What is needed is every line of the material that contains "margin".

*** Opening Dataset content ***

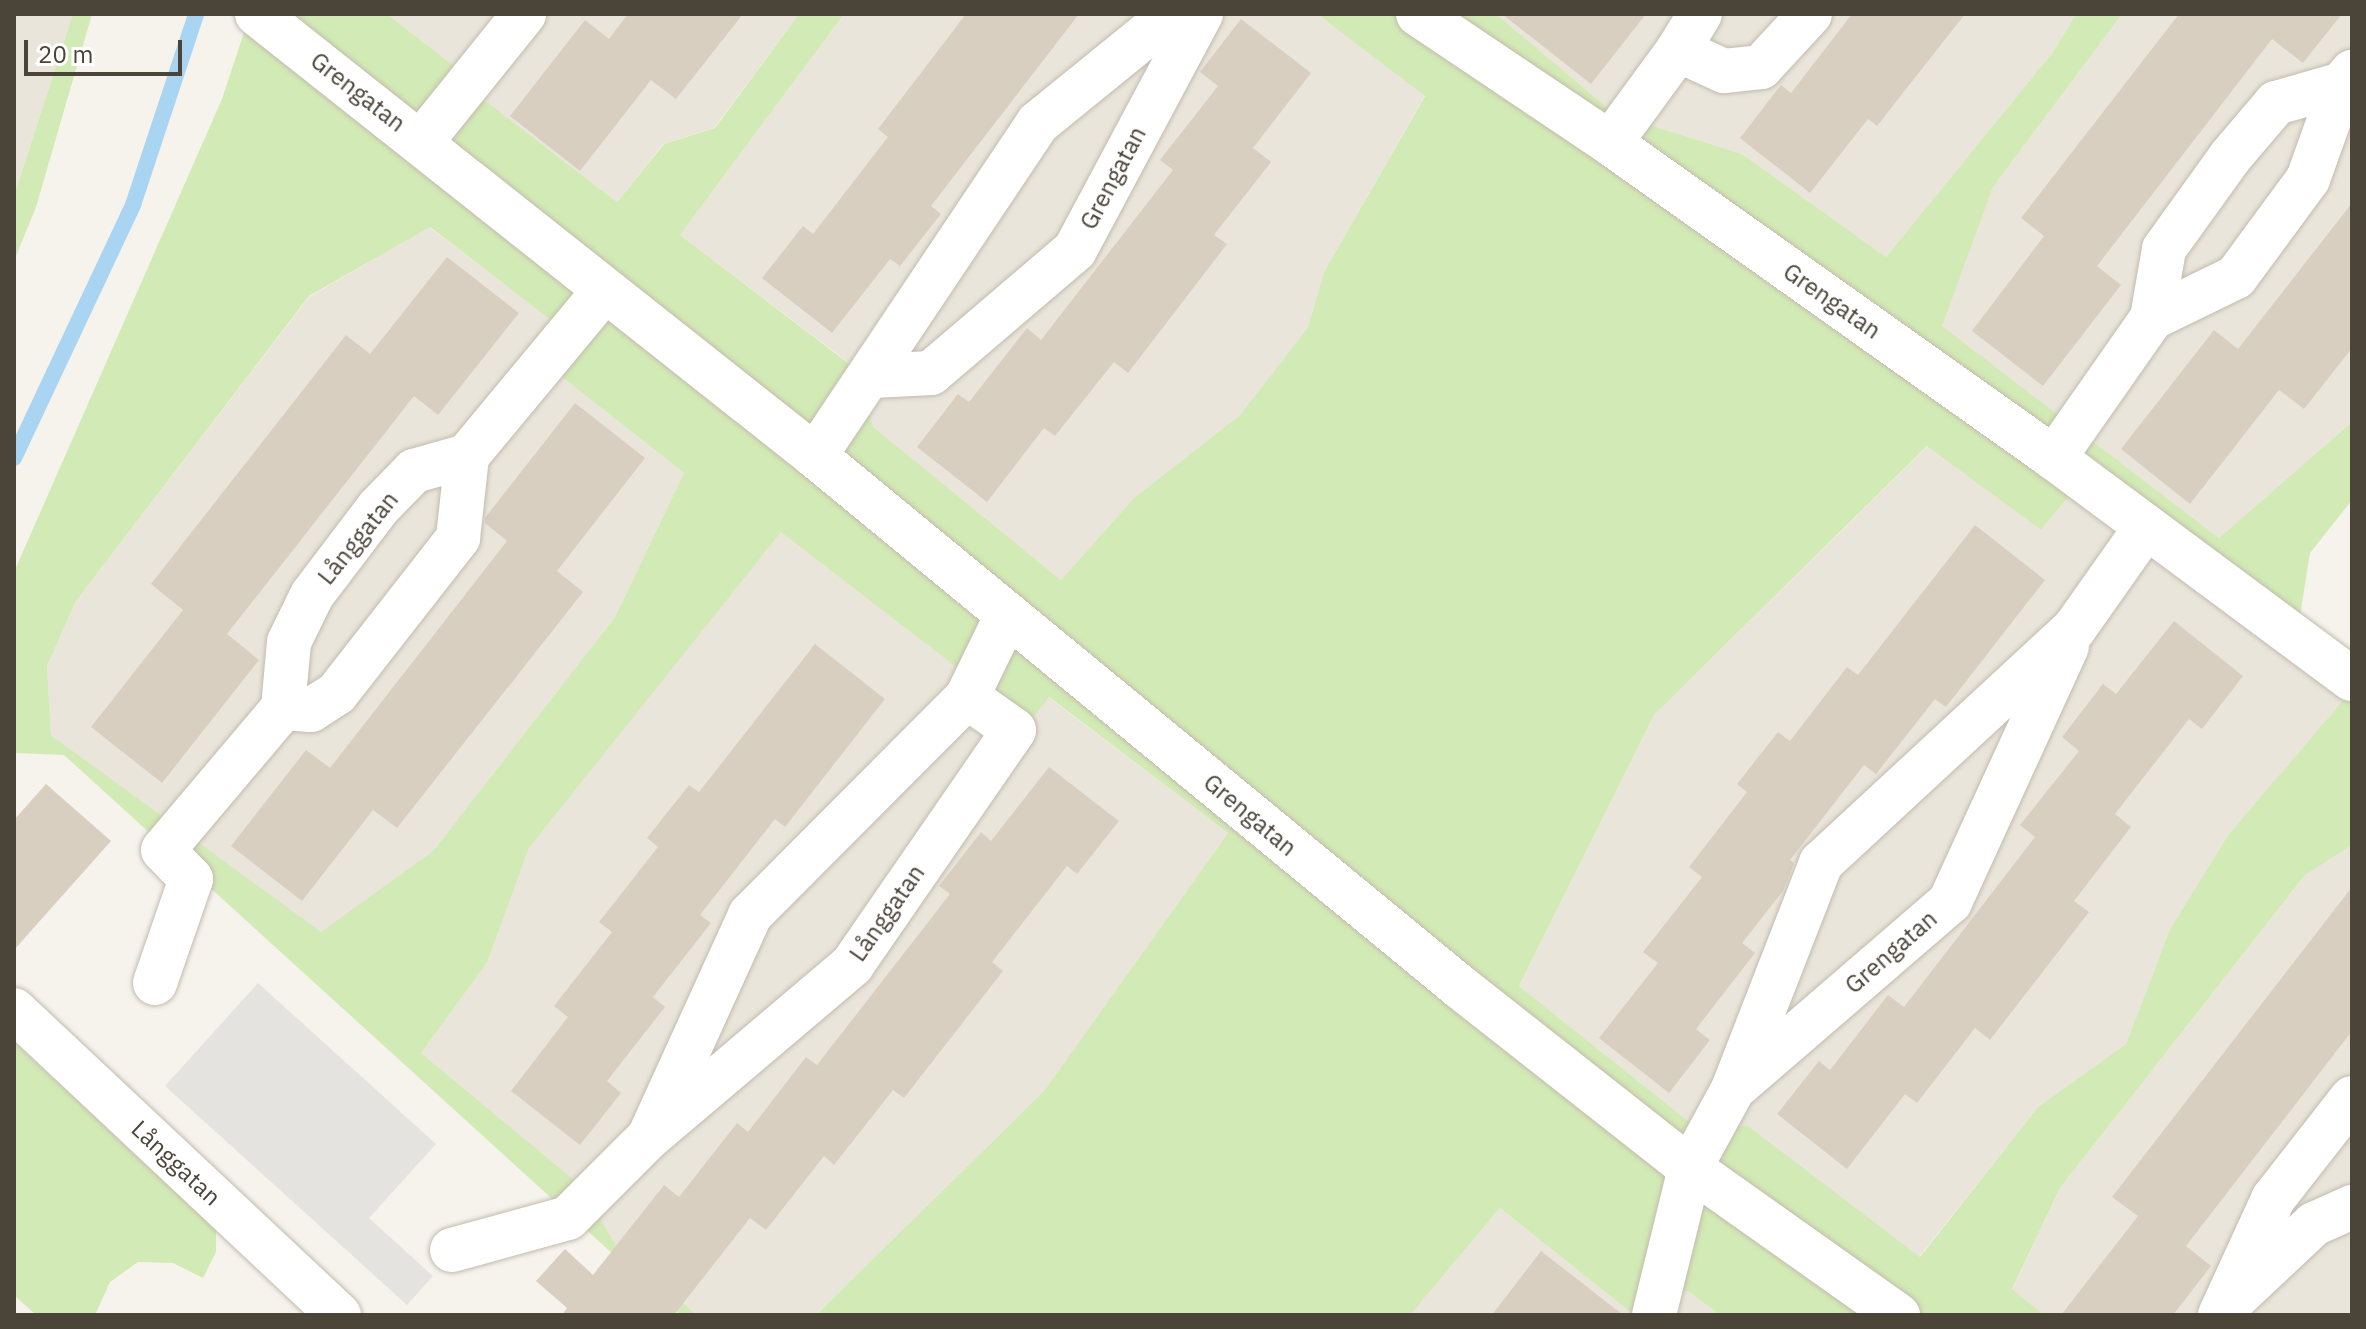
<!DOCTYPE html>
<html>
<head>
<meta charset="utf-8">
<style>
	body { margin:0 }
	#map { position:relative; width:2366px; height:1329px; overflow:hidden; background:#f6f3ec; font-family:"IBM Plex Sans",sans-serif }
	div>[style] { position:absolute }
	[style*='--x'] { left:calc(var(--x)*1px); top:calc(var(--y)*1px); width:calc(var(--w)*1px); rotate:calc(var(--a)*1deg) }
	.residential>* { inset:0; background:#eae5da }
	.green>* { inset:0; background:#d2eab5 }
	.parking>* { inset:0; background:#e5e3e0 }
	.stream>* { height:16px; margin:-8px; padding:0 8px; transform-origin:8px; border-radius:8px; background:#a9d4f2 }
	.building>* { inset:0; background:#d8cfc1 }
	.roads { filter:drop-shadow(0 0 2px #c2bbae) drop-shadow(0 0 2px #c2bbae) }
	.street>* { height:44px; margin:-22px; padding:0 22px; transform-origin:22px; border-radius:22px; background:#fff }
	span { translate:-50% -50%; white-space:nowrap; text-align:center; line-height:1.15; -webkit-text-stroke:7px #fff; paint-order:stroke }
	.street-label { font-size:24px; color:#4b4439 }
	.frame { position:absolute; inset:0; border:16px solid #4b4439; pointer-events:none }
	.scale { position:absolute; left:24px; top:40px; width:158px; height:36px; box-sizing:border-box; border:4px solid #4b4439; border-top:0; padding-left:10px; font-size:24px; line-height:28px; white-space:nowrap; color:#4b4439; -webkit-text-stroke:6px #fff; paint-order:stroke }
</style>
</head>
<body>
<div id="map">
	<div class="residential">
		<i style="clip-path:polygon(14px 14px,73px 14px,14px 196px)"></i>
		<i style="clip-path:polygon(387px 14px,799px 14px,714px 128px,663px 144px,617px 202px,478px 95px,454px 66px)"></i>
		<i style="clip-path:polygon(844px 14px,1317px 14px,1425px 95px,1324px 272px,1308px 327px,1240px 415px,1134px 498px,1061px 580px,872px 427px,856px 368px,680px 235px)"></i>
		<i style="clip-path:polygon(1496px 14px,2076px 14px,2053px 52px,1886px 257px,1742px 154px,1615px 114px)"></i>
		<i style="clip-path:polygon(2122px 14px,2352px 14px,2352px 422px,2219px 538px,1941px 326px,1993px 187px)"></i>
		<i style="clip-path:polygon(429px 227px,557px 324px,534px 355px,684px 473px,615px 617px,433px 851px,321px 933px,51px 735px,47px 666px,76px 601px,309px 297px)"></i>
		<i style="clip-path:polygon(1928px 446px,2041px 530px,2069px 496px,2347px 696px,2228px 835px,2170px 929px,2126px 1044px,2038px 1107px,1919px 1257px,1748px 1126px,1693px 1125px,1519px 986px,1654px 715px)"></i>
		<i style="clip-path:polygon(781px 531px,1029px 723px,1048px 697px,1228px 833px,1044px 1091px,816px 1315px,697px 1315px,618px 1249px,579px 1185px,421px 1053px,487px 963px,529px 848px)"></i>
		<i style="clip-path:polygon(2352px 845px,2352px 1315px,2044px 1315px,2012px 1290px,2060px 1188px,2306px 874px)"></i>
		<i style="clip-path:polygon(1500px 1208px,1634px 1315px,1688px 1291px,1720px 1315px,1410px 1315px)"></i>
	</div>
	<div class="green">
		<i style="clip-path:polygon(73px 14px,92px 14px,36px 207px,14px 261px,14px 196px)"></i>
		<i style="clip-path:polygon(evenodd,250px 14px,387px 14px,454px 66px,478px 95px,617px 202px,664px 144px,715px 128px,799px 14px,844px 14px,680px 235px,856px 369px,873px 427px,1061px 580px,1134px 498px,1240px 415px,1308px 327px,1324px 272px,1425px 96px,1317px 14px,1496px 14px,1615px 114px,1742px 154px,1886px 257px,2053px 52px,2076px 14px,2122px 14px,1993px 187px,1942px 326px,2219px 538px,2352px 422px,2352px 500px,2310px 553px,2300px 616px,2352px 694px,2352px 845px,2305px 875px,2060px 1188px,2012px 1289px,2044px 1315px,1720px 1315px,1688px 1291px,1634px 1315px,1500px 1208px,1410px 1315px,816px 1315px,1044px 1091px,1228px 833px,1049px 697px,1029px 723px,781px 532px,529px 848px,487px 963px,421px 1053px,580px 1185px,618px 1249px,697px 1315px,680px 1315px,64px 755px,14px 753px,14px 572px,222px 99px,250px 14px,430px 227px,556px 324px,534px 355px,684px 473px,615px 617px,433px 851px,321px 932px,51px 735px,47px 666px,76px 601px,309px 296px,430px 227px,250px 14px,1927px 446px,2041px 530px,2069px 496px,2346px 697px,2228px 835px,2170px 929px,2126px 1044px,2038px 1107px,1920px 1257px,1748px 1126px,1693px 1125px,1519px 986px,1654px 715px,1927px 446px)"></i>
		<i style="clip-path:polygon(14px 1042px,216px 1230px,216px 1252px,203px 1278px,173px 1263px,138px 1262px,110px 1282px,95px 1315px,36px 1315px,14px 1295px)"></i>
	</div>
	<div class="parking">
		<i style="clip-path:polygon(258px 983px,436px 1144px,369px 1218px,433px 1276px,407px 1305px,165px 1086px)"></i>
	</div>
	<div class="stream">
		<i style="--x:14;--y:458;--w:280;--a:-64.8"></i>
		<i style="--x:133;--y:205;--w:201;--a:-71.7"></i>
	</div>
	<div class="building">
		<i style="clip-path:polygon(628px 14px,743px 14px,676px 99px,651px 80px,580px 171px,510px 116px,585px 20px,609px 39px)"></i>
		<i style="clip-path:polygon(966px 14px,1079px 14px,931px 206px,941px 214px,900px 266px,890px 259px,832px 333px,762px 278px,803px 226px,813px 234px,888px 137px,878px 129px)"></i>
		<i style="clip-path:polygon(1502px 14px,1646px 14px,1591px 84px)"></i>
		<i style="clip-path:polygon(1852px 14px,1965px 14px,1877px 126px,1868px 119px,1810px 193px,1740px 138px,1781px 85px,1791px 93px)"></i>
		<i style="clip-path:polygon(2179px 14px,2342px 14px,2303px 63px,2272px 39px,2097px 266px,2121px 285px,2043px 386px,1972px 331px,2044px 236px,2021px 218px)"></i>
		<i style="clip-path:polygon(1241px 19px,1311px 73px,1253px 148px,1271px 162px,1214px 235px,1227px 244px,1128px 373px,1114px 362px,1055px 436px,1044px 428px,987px 502px,917px 447px,958px 394px,969px 402px,1027px 328px,1041px 340px,1173px 170px,1160px 160px,1218px 86px,1200px 72px)"></i>
		<i style="clip-path:polygon(2352px 203px,2352px 348px,2304px 409px,2279px 390px,2190px 504px,2121px 449px,2214px 330px,2238px 349px)"></i>
		<i style="clip-path:polygon(447px 257px,519px 313px,438px 415px,414px 396px,227px 634px,259px 660px,162px 783px,91px 727px,183px 610px,151px 584px,346px 335px,370px 354px)"></i>
		<i style="clip-path:polygon(575px 403px,645px 458px,557px 571px,583px 592px,397px 828px,373px 810px,302px 901px,231px 846px,306px 750px,330px 768px,507px 541px,485px 523px,485px 518px)"></i>
		<i style="clip-path:polygon(1975px 525px,2045px 580px,1946px 707px,1935px 699px,1876px 774px,1864px 765px,1790px 860px,1794px 863px,1783px 891px,1742px 943px,1755px 953px,1696px 1029px,1710px 1040px,1669px 1093px,1599px 1038px,1658px 963px,1643px 952px,1702px 877px,1689px 867px,1747px 792px,1737px 784px,1778px 732px,1790px 741px,1847px 667px,1858px 675px)"></i>
		<i style="clip-path:polygon(2174px 621px,2243px 676px,2202px 729px,2189px 719px,2115px 814px,2131px 827px,2074px 901px,2089px 912px,1990px 1040px,1975px 1028px,1917px 1103px,1905px 1094px,1847px 1169px,1777px 1114px,1819px 1061px,1830px 1070px,1888px 995px,1904px 1007px,2035px 837px,2020px 825px,2079px 751px,2062px 737px,2103px 684px,2116px 694px)"></i>
		<i style="clip-path:polygon(815px 644px,885px 699px,785px 827px,775px 819px,700px 915px,711px 923px,653px 997px,665px 1007px,607px 1081px,621px 1093px,580px 1145px,511px 1091px,568px 1017px,554px 1006px,612px 932px,599px 922px,658px 847px,647px 838px,689px 785px,699px 792px)"></i>
		<i style="clip-path:polygon(1049px 767px,1119px 821px,1077px 874px,1067px 866px,992px 962px,1003px 971px,904px 1098px,893px 1090px,834px 1165px,824px 1156px,766px 1230px,750px 1218px,674px 1315px,562px 1315px,567px 1308px,536px 1281px,565px 1249px,593px 1275px,664px 1185px,679px 1197px,737px 1123px,748px 1132px,806px 1057px,817px 1065px,950px 894px,939px 886px,981px 832px,991px 841px)"></i>
		<i style="clip-path:polygon(46px 784px,111px 841px,14px 950px,14px 820px)"></i>
		<i style="clip-path:polygon(2352px 887px,2352px 1031px,2186px 1246px,2211px 1266px,2173px 1315px,2061px 1315px,2138px 1216px,2112px 1197px)"></i>
		<i style="clip-path:polygon(1541px 1251px,1623px 1315px,1492px 1315px)"></i>
	</div>
	<div class="roads">
		<div class="street">
			<i style="--x:257;--y:14;--w:712;--a:38.38"></i>
			<i style="--x:815;--y:456;--w:835;--a:39.46"></i>
			<i style="--x:1460;--y:987;--w:293;--a:38.2"></i>
			<i style="--x:1690;--y:1168;--w:255;--a:35.3"></i>
			<i style="--x:1418;--y:14;--w:231;--a:33.9"></i>
			<i style="--x:1610;--y:143;--w:544;--a:35.35"></i>
			<i style="--x:2054;--y:458;--w:371;--a:36.6"></i>
			<i style="--x:1678;--y:50;--w:42;--a:-58.6"></i>
			<i style="--x:422;--y:141;--w:163;--a:-51.2"></i>
			<i style="--x:1610;--y:143;--w:115;--a:-53.8"></i>
			<i style="--x:1678;--y:50;--w:51;--a:24.5"></i>
			<i style="--x:1724;--y:71;--w:37;--a:-6"></i>
			<i style="--x:1761;--y:67;--w:72;--a:-47.2"></i>
			<i style="--x:2152;--y:318;--w:70;--a:-80.1"></i>
			<i style="--x:2164;--y:249;--w:113;--a:-54.3"></i>
			<i style="--x:2230;--y:157;--w:71;--a:-49.6"></i>
			<i style="--x:2276;--y:103;--w:69;--a:-16.1"></i>
			<i style="--x:873;--y:376;--w:58;--a:-3"></i>
			<i style="--x:931;--y:373;--w:189;--a:-40.5"></i>
			<i style="--x:1075;--y:250;--w:268;--a:-61.9"></i>
			<i style="--x:815;--y:456;--w:401;--a:-56.2"></i>
			<i style="--x:1038;--y:123;--w:173;--a:-39.1"></i>
			<i style="--x:2054;--y:458;--w:171;--a:-55"></i>
			<i style="--x:2152;--y:318;--w:93;--a:-26"></i>
			<i style="--x:2236;--y:277;--w:122;--a:-53.7"></i>
			<i style="--x:2308;--y:179;--w:101;--a:-70.3"></i>
			<i style="--x:2342;--y:84;--w:16;--a:-50"></i>
			<i style="--x:283;--y:708;--w:66;--a:-84.8"></i>
			<i style="--x:289;--y:642;--w:52;--a:-63.9"></i>
			<i style="--x:312;--y:595;--w:109;--a:-52.8"></i>
			<i style="--x:378;--y:508;--w:52;--a:-45.8"></i>
			<i style="--x:414;--y:471;--w:55;--a:-15.8"></i>
			<i style="--x:155;--y:983;--w:110;--a:-70.9"></i>
			<i style="--x:191;--y:879;--w:40;--a:-134"></i>
			<i style="--x:163;--y:850;--w:186;--a:-49.8"></i>
			<i style="--x:283;--y:708;--w:28;--a:4"></i>
			<i style="--x:311;--y:710;--w:31;--a:-33"></i>
			<i style="--x:337;--y:693;--w:197;--a:-52"></i>
			<i style="--x:458;--y:538;--w:82;--a:-83.7"></i>
			<i style="--x:467;--y:456;--w:214;--a:-50.3"></i>
			<i style="--x:14;--y:1010;--w:446;--a:43.2"></i>
			<i style="--x:1739;--y:1084;--w:279;--a:-40.8"></i>
			<i style="--x:1950;--y:902;--w:281;--a:-65.4"></i>
			<i style="--x:654;--y:1133;--w:260;--a:-40.3"></i>
			<i style="--x:852;--y:965;--w:285;--a:-55.4"></i>
			<i style="--x:1014;--y:730;--w:57;--a:-144.9"></i>
			<i style="--x:452;--y:1250;--w:120;--a:-15.4"></i>
			<i style="--x:568;--y:1218;--w:115;--a:-45"></i>
			<i style="--x:649;--y:1137;--w:244;--a:-65.5"></i>
			<i style="--x:750;--y:915;--w:308;--a:-45.1"></i>
			<i style="--x:967;--y:697;--w:91;--a:-64"></i>
			<i style="--x:2233;--y:1300;--w:111;--a:-43.2"></i>
			<i style="--x:2314;--y:1224;--w:42;--a:-24.1"></i>
			<i style="--x:1654;--y:1315;--w:151;--a:-76.2"></i>
			<i style="--x:1690;--y:1168;--w:90;--a:-61.4"></i>
			<i style="--x:1733;--y:1089;--w:243;--a:-68.7"></i>
			<i style="--x:1821;--y:863;--w:345;--a:-42.8"></i>
			<i style="--x:2074;--y:629;--w:125;--a:-54.8"></i>
			<i style="--x:2220;--y:1315;--w:128;--a:-65.4"></i>
			<i style="--x:2273;--y:1199;--w:128;--a:-52"></i>
		</div>
	</div>
	<div class="street-label">
		<span style="left:358px;top:92px;rotate:38deg">Grengatan</span>
		<span style="left:1113px;top:178px;rotate:-62deg">Grengatan</span>
		<span style="left:1832px;top:301px;rotate:35deg">Grengatan</span>
		<span style="left:358px;top:538px;rotate:-51deg">Långgatan</span>
		<span style="left:1250px;top:815px;rotate:40deg">Grengatan</span>
		<span style="left:887px;top:913px;rotate:-55deg">Långgatan</span>
		<span style="left:1891px;top:952px;rotate:-41deg">Grengatan</span>
		<span style="left:176px;top:1163px;rotate:43deg">Långgatan</span>
	</div>
	<div class="frame"></div>
	<div class="scale">20 m</div>
</div>
</body>
</html>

*** Closing Dataset content ***

- _Answer section_
	body { margin:0 }
	.stream>* { height:16px; margin:-8px; padding:0 8px; transform-origin:8px; border-radius:8px; background:#a9d4f2 }
	.street>* { height:44px; margin:-22px; padding:0 22px; transform-origin:22px; border-radius:22px; background:#fff }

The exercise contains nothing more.